Break the problem down

[lamber45]

If you already have hundreds of heterogeneous systems, you don't want to add another authentication system, another logging system, and a whopping security hole. Better to see if existing tools can do the job, as much as possible.

I've been thinking about doing a project like this. I would probably use rdist+ssh/nfs/samba to copy the files to a central host, and run a cron job that calls a Perl script to check in changes regularly, only if something has changed; perhaps along with selections from

Easy.

[Slashcrap]

Simply write a script that runs MD5sum on every file in the filesystem once per minute and then copies any that have changed over the network to a central VMS server (which will take care of the versioning for you).

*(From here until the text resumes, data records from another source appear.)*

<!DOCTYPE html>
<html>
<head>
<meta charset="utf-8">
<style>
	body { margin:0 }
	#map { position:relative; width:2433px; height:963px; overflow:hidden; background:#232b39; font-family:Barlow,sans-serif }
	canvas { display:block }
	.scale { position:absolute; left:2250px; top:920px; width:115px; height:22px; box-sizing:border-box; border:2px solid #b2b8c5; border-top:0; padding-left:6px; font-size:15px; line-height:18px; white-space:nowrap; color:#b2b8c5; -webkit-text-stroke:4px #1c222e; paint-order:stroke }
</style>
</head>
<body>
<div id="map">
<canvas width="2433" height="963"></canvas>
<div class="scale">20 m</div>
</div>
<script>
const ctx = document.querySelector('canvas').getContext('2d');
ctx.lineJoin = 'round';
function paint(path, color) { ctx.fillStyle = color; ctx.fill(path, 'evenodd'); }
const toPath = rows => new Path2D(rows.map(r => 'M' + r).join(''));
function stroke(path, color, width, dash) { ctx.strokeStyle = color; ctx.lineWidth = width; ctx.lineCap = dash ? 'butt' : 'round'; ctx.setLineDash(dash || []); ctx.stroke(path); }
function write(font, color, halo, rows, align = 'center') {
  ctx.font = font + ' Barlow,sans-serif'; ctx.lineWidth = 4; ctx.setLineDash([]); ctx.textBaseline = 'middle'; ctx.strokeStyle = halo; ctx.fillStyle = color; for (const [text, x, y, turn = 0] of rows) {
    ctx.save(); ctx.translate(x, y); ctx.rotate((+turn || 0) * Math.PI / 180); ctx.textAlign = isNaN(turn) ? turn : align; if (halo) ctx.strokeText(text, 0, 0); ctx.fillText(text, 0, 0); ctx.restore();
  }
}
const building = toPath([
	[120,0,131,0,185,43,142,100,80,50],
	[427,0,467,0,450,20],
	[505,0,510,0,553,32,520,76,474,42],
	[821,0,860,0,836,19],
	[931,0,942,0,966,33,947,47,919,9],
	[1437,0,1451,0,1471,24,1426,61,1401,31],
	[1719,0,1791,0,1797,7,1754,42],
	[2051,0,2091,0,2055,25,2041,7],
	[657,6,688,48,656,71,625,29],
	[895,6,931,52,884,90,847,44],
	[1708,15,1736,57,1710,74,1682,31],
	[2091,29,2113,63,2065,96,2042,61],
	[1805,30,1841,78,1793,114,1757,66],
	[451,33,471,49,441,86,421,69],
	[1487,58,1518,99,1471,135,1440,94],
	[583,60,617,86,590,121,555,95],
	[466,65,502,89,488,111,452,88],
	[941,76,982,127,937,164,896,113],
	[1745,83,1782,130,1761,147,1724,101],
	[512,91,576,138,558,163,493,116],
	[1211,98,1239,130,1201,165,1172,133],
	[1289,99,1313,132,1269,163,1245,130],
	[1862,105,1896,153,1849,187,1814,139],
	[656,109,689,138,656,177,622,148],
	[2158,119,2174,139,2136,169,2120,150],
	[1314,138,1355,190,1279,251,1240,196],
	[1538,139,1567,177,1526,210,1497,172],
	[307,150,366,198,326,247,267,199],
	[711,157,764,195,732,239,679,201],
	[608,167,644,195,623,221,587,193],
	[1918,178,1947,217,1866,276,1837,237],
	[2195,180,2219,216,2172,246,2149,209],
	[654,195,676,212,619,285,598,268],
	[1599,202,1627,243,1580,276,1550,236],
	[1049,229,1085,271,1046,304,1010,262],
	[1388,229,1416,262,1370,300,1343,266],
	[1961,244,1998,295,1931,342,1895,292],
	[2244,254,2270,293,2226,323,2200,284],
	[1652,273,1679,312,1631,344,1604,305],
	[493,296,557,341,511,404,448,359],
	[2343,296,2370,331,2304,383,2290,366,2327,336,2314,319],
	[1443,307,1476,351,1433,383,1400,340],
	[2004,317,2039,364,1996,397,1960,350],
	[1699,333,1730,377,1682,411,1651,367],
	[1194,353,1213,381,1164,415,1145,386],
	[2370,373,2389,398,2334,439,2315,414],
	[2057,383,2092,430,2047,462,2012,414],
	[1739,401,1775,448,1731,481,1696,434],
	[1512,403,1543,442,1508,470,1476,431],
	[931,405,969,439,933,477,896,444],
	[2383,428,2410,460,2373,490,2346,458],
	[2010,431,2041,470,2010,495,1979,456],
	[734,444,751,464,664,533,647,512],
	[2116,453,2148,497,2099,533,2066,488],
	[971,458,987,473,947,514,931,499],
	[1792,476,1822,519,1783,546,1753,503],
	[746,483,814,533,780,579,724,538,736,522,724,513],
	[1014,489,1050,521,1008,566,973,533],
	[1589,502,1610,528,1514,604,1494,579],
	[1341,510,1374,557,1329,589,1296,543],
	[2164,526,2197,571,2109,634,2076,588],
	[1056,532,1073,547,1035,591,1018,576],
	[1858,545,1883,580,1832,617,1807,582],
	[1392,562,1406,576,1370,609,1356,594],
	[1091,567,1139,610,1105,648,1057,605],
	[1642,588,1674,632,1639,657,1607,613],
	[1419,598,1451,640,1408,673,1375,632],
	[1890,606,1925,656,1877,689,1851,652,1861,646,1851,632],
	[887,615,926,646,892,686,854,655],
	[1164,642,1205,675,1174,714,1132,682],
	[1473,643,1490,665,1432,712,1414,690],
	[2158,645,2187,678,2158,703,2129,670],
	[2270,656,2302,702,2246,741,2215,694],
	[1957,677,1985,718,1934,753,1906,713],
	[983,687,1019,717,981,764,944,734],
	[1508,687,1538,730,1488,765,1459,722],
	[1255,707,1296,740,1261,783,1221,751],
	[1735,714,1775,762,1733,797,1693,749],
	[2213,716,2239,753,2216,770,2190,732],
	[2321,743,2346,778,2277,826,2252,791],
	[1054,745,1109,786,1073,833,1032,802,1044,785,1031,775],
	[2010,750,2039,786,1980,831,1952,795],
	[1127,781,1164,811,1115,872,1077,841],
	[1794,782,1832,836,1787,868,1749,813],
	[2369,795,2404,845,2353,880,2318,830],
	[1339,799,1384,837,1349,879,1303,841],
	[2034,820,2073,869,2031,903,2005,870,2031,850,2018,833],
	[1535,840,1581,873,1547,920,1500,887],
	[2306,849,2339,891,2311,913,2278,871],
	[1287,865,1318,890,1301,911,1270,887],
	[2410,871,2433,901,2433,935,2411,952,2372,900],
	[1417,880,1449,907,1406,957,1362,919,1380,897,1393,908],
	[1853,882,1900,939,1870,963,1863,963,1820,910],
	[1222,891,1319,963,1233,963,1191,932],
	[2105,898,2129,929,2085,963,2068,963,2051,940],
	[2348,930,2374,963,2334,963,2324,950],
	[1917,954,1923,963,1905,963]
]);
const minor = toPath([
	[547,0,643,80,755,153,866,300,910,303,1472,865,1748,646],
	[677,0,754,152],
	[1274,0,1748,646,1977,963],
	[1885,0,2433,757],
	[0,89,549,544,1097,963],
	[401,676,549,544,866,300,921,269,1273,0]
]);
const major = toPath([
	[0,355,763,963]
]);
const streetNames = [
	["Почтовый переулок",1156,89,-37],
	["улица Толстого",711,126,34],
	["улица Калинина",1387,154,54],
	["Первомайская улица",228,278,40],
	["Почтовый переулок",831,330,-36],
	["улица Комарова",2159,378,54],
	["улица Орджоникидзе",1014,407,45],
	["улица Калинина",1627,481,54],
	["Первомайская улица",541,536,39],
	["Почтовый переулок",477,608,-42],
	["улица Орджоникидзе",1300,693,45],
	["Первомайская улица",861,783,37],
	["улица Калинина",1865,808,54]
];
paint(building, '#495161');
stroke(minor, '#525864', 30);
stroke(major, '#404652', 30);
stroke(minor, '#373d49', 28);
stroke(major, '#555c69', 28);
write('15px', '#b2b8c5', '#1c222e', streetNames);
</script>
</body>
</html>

That's what you get for not listing cost effectiveness or efficiency amongst your requirements. Be more careful in future.

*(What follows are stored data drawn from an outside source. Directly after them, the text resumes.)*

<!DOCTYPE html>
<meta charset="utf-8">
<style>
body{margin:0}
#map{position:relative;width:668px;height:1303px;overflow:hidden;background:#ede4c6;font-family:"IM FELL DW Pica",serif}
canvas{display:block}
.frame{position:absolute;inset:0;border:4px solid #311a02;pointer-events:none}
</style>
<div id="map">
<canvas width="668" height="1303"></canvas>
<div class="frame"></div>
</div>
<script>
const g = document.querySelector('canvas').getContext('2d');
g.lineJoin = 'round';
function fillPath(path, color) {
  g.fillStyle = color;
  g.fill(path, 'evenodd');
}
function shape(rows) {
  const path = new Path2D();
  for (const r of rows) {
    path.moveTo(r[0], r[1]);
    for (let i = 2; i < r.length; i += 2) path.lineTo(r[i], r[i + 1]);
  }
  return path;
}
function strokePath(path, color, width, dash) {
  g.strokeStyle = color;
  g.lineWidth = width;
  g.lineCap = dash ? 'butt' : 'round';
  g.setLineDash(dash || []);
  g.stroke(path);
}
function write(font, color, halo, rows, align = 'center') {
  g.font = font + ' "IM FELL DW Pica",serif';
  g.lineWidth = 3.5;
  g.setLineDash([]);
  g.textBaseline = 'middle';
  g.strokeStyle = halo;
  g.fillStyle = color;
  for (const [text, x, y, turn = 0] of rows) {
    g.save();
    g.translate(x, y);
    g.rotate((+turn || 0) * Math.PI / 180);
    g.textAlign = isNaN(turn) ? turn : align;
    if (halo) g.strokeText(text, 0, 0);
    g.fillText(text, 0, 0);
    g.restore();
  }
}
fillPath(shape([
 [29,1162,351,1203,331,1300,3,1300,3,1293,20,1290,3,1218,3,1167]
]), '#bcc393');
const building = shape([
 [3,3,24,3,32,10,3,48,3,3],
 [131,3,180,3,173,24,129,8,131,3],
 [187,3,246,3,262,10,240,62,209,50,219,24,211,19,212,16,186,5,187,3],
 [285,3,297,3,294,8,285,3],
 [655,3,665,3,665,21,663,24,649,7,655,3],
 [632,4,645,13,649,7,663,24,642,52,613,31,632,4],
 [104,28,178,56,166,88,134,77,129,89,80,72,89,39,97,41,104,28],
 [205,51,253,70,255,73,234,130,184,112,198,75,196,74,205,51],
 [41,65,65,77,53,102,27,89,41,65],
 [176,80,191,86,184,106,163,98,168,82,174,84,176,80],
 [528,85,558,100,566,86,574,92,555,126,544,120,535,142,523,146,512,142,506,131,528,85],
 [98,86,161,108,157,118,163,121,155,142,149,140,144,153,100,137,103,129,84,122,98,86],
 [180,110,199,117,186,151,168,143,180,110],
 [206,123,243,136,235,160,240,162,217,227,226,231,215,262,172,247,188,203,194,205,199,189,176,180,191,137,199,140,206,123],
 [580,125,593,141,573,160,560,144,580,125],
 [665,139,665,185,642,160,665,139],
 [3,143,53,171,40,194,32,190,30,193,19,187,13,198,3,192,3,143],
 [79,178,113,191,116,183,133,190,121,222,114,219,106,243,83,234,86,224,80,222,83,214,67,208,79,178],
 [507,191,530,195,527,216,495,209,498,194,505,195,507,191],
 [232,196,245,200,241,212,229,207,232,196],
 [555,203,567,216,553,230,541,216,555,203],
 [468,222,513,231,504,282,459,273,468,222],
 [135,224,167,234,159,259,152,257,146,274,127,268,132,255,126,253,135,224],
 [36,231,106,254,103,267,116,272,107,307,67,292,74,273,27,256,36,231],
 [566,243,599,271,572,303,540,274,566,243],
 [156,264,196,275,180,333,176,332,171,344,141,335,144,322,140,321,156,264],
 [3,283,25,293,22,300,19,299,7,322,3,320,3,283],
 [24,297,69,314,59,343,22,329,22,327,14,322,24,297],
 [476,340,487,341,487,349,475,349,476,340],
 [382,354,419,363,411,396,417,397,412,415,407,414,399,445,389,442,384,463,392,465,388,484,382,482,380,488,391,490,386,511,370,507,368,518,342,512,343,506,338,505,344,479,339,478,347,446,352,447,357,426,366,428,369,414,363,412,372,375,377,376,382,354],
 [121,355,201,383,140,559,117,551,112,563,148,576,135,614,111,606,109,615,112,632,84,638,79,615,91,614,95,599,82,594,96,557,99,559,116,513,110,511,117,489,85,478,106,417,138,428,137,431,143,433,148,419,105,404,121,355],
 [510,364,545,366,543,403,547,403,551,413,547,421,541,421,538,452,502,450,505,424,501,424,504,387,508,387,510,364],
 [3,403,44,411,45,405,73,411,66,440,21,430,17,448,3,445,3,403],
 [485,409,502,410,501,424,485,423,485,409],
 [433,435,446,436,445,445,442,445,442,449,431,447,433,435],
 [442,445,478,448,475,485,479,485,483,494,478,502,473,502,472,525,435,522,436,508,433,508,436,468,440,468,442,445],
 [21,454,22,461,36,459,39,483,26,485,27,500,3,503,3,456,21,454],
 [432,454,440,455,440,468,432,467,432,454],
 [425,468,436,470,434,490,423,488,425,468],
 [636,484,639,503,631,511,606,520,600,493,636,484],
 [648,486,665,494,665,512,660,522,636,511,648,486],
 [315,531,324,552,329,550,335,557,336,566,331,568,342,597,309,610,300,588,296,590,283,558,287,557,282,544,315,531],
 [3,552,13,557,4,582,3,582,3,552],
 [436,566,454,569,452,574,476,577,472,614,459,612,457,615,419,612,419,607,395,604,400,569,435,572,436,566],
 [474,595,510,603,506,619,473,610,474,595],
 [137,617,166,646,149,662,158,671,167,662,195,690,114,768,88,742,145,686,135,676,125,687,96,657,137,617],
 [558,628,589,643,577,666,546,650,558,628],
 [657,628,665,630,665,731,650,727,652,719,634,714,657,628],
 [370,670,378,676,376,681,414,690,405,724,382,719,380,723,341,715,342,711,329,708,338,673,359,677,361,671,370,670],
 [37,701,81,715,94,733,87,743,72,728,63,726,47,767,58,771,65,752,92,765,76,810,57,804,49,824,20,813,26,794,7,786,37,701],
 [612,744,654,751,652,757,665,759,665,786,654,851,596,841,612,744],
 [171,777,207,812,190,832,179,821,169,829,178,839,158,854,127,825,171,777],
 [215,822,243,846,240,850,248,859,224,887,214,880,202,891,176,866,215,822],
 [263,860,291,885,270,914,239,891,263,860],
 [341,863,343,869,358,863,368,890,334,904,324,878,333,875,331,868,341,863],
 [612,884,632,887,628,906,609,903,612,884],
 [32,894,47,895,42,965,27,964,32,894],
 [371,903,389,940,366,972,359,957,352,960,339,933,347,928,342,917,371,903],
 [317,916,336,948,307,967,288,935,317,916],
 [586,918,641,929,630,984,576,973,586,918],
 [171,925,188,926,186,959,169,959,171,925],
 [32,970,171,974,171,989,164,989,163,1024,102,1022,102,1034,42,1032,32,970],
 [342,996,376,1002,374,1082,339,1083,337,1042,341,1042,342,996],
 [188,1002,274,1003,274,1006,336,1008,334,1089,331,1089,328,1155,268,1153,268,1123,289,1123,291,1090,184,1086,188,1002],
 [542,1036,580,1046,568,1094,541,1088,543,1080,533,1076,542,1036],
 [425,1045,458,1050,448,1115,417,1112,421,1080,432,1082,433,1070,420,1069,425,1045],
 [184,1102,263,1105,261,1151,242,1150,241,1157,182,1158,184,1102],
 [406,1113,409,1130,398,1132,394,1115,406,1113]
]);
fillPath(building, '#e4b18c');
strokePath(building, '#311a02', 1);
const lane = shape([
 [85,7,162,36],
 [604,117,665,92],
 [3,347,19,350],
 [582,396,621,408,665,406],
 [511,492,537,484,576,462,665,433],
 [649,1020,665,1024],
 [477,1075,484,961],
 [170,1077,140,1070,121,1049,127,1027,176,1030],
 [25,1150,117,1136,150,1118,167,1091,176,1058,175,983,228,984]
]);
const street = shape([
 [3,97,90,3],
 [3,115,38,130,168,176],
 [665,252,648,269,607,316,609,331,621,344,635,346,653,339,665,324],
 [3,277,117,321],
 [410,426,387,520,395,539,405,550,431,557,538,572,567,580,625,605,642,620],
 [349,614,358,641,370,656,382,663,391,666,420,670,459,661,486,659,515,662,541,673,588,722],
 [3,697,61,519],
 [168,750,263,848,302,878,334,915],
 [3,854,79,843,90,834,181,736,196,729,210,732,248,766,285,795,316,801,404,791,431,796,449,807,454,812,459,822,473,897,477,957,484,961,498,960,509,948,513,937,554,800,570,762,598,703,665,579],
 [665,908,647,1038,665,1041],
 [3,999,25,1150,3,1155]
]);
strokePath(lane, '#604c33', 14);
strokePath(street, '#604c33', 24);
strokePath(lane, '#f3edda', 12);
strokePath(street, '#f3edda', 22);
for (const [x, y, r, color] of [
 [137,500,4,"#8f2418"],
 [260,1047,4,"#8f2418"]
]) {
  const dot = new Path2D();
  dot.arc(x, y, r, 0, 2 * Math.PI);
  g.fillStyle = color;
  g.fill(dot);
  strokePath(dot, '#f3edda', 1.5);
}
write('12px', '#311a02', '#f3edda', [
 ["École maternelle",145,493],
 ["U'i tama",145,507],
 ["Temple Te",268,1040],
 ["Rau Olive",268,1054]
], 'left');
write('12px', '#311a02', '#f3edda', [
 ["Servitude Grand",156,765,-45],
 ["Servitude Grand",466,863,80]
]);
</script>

SVN for Configuration Management

[desertcrevasse]

First, some points about what would motivate a decision for Subversion:

- Revision control (Which includes all the things you do in software engineering: tagging, branching, merging, diffing, patching.)
- Excellent cross-platform support
- Several choices for client connectivity. HTTP(S)/mod_dav and SSH are the most popular.

That said, Subversion is NOT just for managing traditional software projects. There are many other types of controlled resources that require the features above. In our case (a large Uni

/etc under SVN control

[SCY.tSCc.]

About 2 years ago, we've introduced SVN to check in and keep control over our config files in /etc on our rootserver.

It allows us to see when, what and - given the administrator provided this information when the file was committed - WHY changes have been applied. That's pretty important in an environment, where up to 9 administrator have access to the files.

Saves you from losing precious configurations and allows for easy rollback if a certain configuration change doesn't work. You can even use your config

Re:

[commonchaos]

When I was thinking about doing something like this, my idea was to put the editor commands in a wrapper script which would launch the editor and do a 'svn ci' after the editor exits.